> _STUDY MATERIAL_

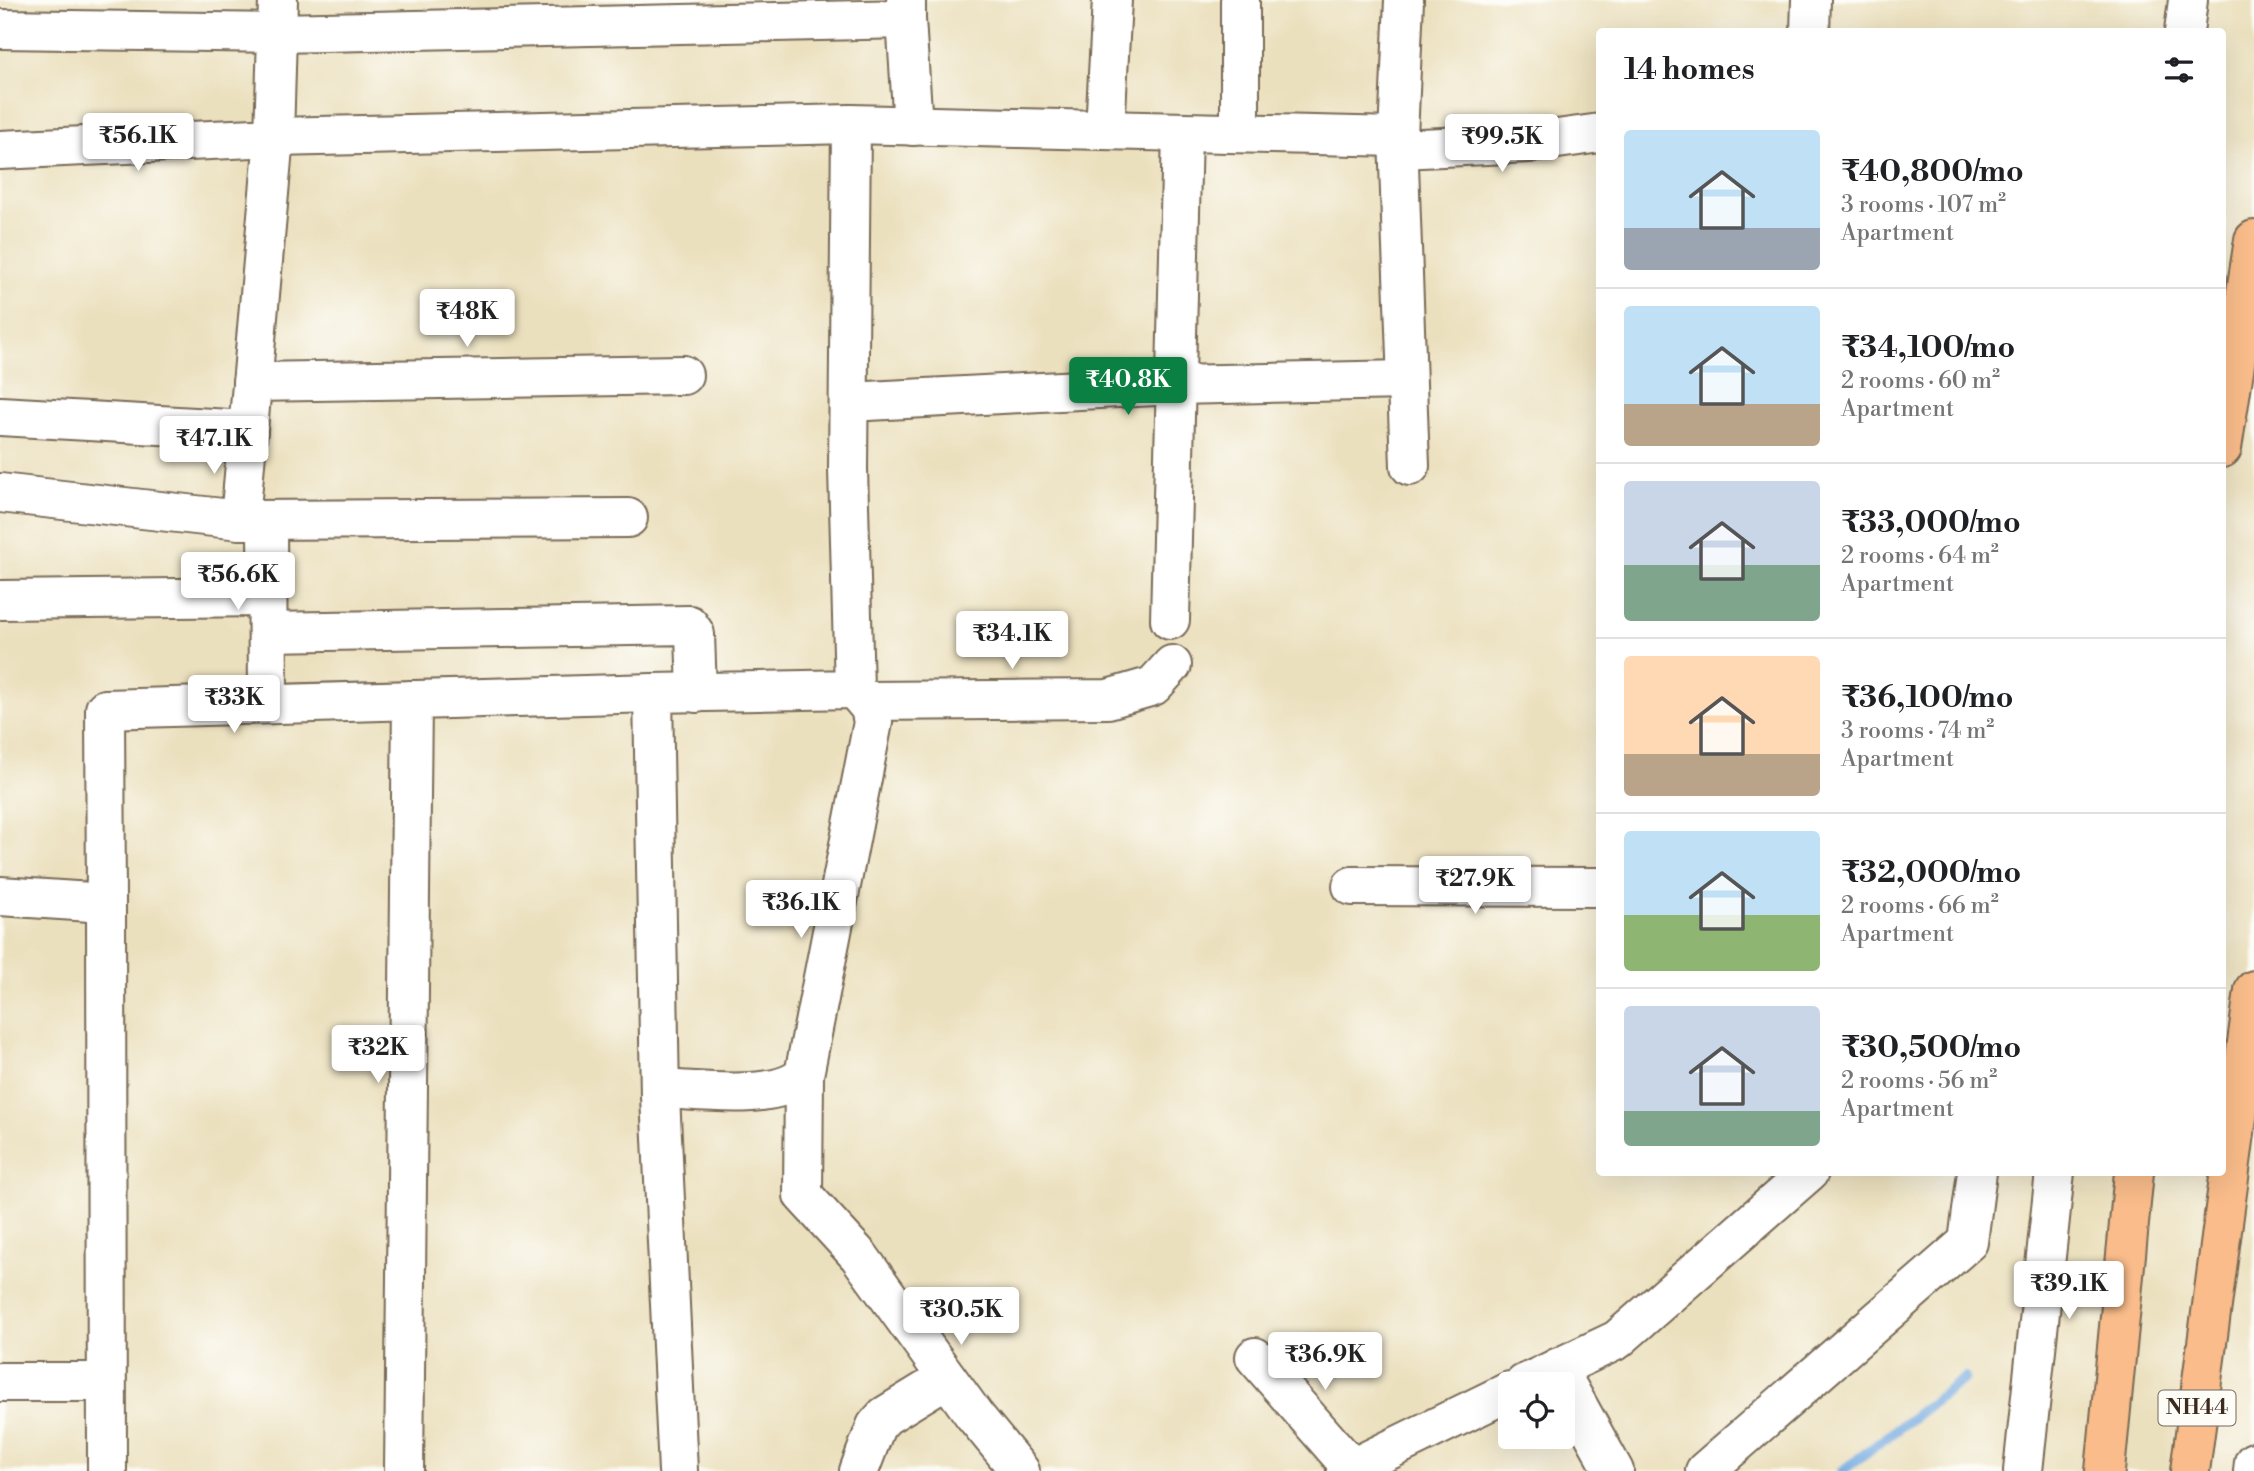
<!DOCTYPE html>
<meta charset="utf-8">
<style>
body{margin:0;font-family:"Libre Bodoni",serif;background:#f6f6f6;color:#202124;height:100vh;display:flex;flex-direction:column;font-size:26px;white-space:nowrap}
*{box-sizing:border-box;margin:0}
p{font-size:23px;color:#757577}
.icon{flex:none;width:38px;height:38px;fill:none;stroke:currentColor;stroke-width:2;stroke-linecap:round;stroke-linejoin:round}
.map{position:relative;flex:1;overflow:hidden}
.sheet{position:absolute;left:1596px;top:28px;width:630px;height:1148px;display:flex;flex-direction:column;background:#fff;border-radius:7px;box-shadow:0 7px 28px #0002}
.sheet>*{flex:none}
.controls{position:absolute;left:1498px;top:1372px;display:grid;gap:14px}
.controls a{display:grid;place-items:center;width:77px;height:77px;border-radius:7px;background:#fff;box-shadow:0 7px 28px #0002;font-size:35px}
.price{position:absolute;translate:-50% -60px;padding:0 16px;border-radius:7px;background:#fff;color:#222;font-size:23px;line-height:46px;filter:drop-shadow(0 2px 4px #0008)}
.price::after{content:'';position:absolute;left:50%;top:42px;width:21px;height:16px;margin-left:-10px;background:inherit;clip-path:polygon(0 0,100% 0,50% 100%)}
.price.on{background:#0b8043;color:#fff}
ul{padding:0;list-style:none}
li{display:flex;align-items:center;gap:21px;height:175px;padding:0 28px}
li+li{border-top:2px solid #e0e0e0}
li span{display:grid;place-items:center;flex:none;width:196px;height:140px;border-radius:7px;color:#555}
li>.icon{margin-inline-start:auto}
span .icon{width:84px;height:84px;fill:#fffc;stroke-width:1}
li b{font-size:30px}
h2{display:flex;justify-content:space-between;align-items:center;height:84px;padding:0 28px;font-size:30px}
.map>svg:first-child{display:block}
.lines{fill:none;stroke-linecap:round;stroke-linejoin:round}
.stream{stroke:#71a9e0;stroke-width:10}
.minor-casing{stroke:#796a56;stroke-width:42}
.tertiary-casing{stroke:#796a56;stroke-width:42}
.trunk-casing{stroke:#796a56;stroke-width:42}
.minor{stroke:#fff;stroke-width:38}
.tertiary{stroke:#fff;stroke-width:38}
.trunk{stroke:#f9bc8a;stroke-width:38}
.labels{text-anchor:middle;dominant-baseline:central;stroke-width:7;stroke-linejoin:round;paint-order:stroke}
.shield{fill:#fdfcf7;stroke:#75695f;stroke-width:2}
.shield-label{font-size:21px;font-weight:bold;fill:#3b2a1e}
</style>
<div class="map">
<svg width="2254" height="1471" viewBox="0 0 2254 1471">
<rect width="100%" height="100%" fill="#fdfcf7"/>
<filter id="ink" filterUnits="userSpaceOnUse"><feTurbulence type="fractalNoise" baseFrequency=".0143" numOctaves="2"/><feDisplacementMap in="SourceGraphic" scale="14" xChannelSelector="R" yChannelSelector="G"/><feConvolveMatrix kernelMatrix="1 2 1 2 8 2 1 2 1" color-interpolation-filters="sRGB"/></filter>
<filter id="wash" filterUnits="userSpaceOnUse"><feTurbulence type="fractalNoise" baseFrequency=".00686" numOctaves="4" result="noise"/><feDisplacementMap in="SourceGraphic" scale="28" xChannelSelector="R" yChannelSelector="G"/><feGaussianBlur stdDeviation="1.57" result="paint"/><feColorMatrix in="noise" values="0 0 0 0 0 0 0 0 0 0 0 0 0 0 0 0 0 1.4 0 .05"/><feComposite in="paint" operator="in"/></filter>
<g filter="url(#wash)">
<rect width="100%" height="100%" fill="#ebe0be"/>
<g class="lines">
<polyline class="stream" points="1842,1471 1965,1378"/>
</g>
</g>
<g filter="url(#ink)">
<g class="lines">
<g class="minor-casing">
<g id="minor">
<polyline points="278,0 274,137 240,520 628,518"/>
<polyline points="1240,0 1240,133"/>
<polyline points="1404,0 1398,137 1410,466"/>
<polyline points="906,19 913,126"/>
<polyline points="0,29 278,33 906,19 906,0"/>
<polyline points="1810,32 1811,0"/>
<polyline points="1105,130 1112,0"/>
<polyline points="1399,149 1529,143 1600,133"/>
<polyline points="0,150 274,137 851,124 1398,137"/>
<polyline points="252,382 683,375"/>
<polyline points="849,402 1175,385 1406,380"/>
<polyline points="0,416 248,430"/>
<polyline points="0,493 240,520"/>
<polyline points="267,520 268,704"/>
<polyline points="0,600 267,597"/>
<polyline points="1170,620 1182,132"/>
<polyline points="268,632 689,625 695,634 697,693"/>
<polyline points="866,701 1108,699 1153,686 1172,665"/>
<polyline points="1352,886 1600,887"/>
<polyline points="0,896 106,903 105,709 653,693"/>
<polyline points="106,903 107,1471"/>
<polyline points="804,1075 803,1195 859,1256 974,1415 1020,1471"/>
<path d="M660,1089c38,1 116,13 144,-14l69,-353 -3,-14 -16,-19"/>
<polyline points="1255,1357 1351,1467"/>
<polyline points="1557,1368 1614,1471"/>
<polyline points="0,1382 106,1382"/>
<polyline points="1524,1384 1617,1340 1809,1172"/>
<polyline points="404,1471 412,700"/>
<polyline points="678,1471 660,1096 653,693 854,689 848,469 851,124"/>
<polyline points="859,1471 876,1426 885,1416 947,1378"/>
<polyline points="1346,1471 1510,1391"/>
<polyline points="1705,1471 1968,1242 1977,1172"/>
</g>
</g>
<g class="tertiary-casing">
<g id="tertiary">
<polyline points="2184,32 2188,0"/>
<polyline points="2023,1471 2055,1172"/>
<polyline points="2253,1471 2254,1462"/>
</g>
</g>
<g class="trunk-casing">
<g id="trunk">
<polyline points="2222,448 2254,240"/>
<polyline points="2105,1471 2134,1172"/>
<polyline points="2190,1471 2254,990"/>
</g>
</g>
<use href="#minor" class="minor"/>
<use href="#tertiary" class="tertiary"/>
<use href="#trunk" class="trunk"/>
</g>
</g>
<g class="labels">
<rect class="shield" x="2158.5" y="1390.5" width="77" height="35" rx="5"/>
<g class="shield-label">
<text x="2197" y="1408">NH44</text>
</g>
</g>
</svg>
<div class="controls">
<a><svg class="icon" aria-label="locate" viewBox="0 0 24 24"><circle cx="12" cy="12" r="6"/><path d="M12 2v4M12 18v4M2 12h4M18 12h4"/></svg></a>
</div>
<b class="price" style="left:138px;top:173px">₹56.1K</b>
<b class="price" style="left:1502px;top:174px">₹99.5K</b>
<b class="price" style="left:467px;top:349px">₹48K</b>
<b class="price on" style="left:1128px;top:417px">₹40.8K</b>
<b class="price" style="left:214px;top:476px">₹47.1K</b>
<b class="price" style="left:238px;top:612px">₹56.6K</b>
<b class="price" style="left:1012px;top:671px">₹34.1K</b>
<b class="price" style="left:234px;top:735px">₹33K</b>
<b class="price" style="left:1475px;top:916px">₹27.9K</b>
<b class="price" style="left:801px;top:940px">₹36.1K</b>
<b class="price" style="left:378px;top:1085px">₹32K</b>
<b class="price" style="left:2069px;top:1321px">₹39.1K</b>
<b class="price" style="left:961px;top:1347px">₹30.5K</b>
<b class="price" style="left:1325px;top:1392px">₹36.9K</b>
<section class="sheet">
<h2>14 homes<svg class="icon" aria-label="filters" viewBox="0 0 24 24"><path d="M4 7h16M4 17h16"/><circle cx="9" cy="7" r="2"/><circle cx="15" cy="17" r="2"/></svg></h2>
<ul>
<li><span style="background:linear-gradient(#bfe0f5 70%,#9aa5b1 0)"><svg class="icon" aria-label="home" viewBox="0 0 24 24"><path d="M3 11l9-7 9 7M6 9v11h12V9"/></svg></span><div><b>₹40,800/mo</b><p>3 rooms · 107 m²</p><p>Apartment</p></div></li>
<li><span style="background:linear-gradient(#bfe0f5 70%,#b9a48a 0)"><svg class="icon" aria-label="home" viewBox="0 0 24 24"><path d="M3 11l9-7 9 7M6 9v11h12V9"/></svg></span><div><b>₹34,100/mo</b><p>2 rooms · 60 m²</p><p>Apartment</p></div></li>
<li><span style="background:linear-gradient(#c9d6e8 60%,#7fa58c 0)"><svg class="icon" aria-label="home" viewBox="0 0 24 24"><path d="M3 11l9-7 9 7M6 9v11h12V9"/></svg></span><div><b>₹33,000/mo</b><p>2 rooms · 64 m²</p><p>Apartment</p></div></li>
<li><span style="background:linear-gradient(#ffd9b3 70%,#b9a48a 0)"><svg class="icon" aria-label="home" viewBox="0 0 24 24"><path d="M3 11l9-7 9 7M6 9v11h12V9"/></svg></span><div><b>₹36,100/mo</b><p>3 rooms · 74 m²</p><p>Apartment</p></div></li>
<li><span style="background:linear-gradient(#bfe0f5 60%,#8fb573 0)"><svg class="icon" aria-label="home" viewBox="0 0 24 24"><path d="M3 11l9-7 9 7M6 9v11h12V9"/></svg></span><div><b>₹32,000/mo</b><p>2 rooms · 66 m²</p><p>Apartment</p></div></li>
<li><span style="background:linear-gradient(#c9d6e8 75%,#7fa58c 0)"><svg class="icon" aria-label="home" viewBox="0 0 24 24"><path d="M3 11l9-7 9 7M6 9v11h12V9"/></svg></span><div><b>₹30,500/mo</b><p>2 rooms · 56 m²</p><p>Apartment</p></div></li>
</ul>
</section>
</div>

> _INSTRUCTIONS FOR THE TASK_
Tally, across the records, each line that contains the word "feDisplacementMap", and answer with nothing except the count.

> _ANSWER BOX_
2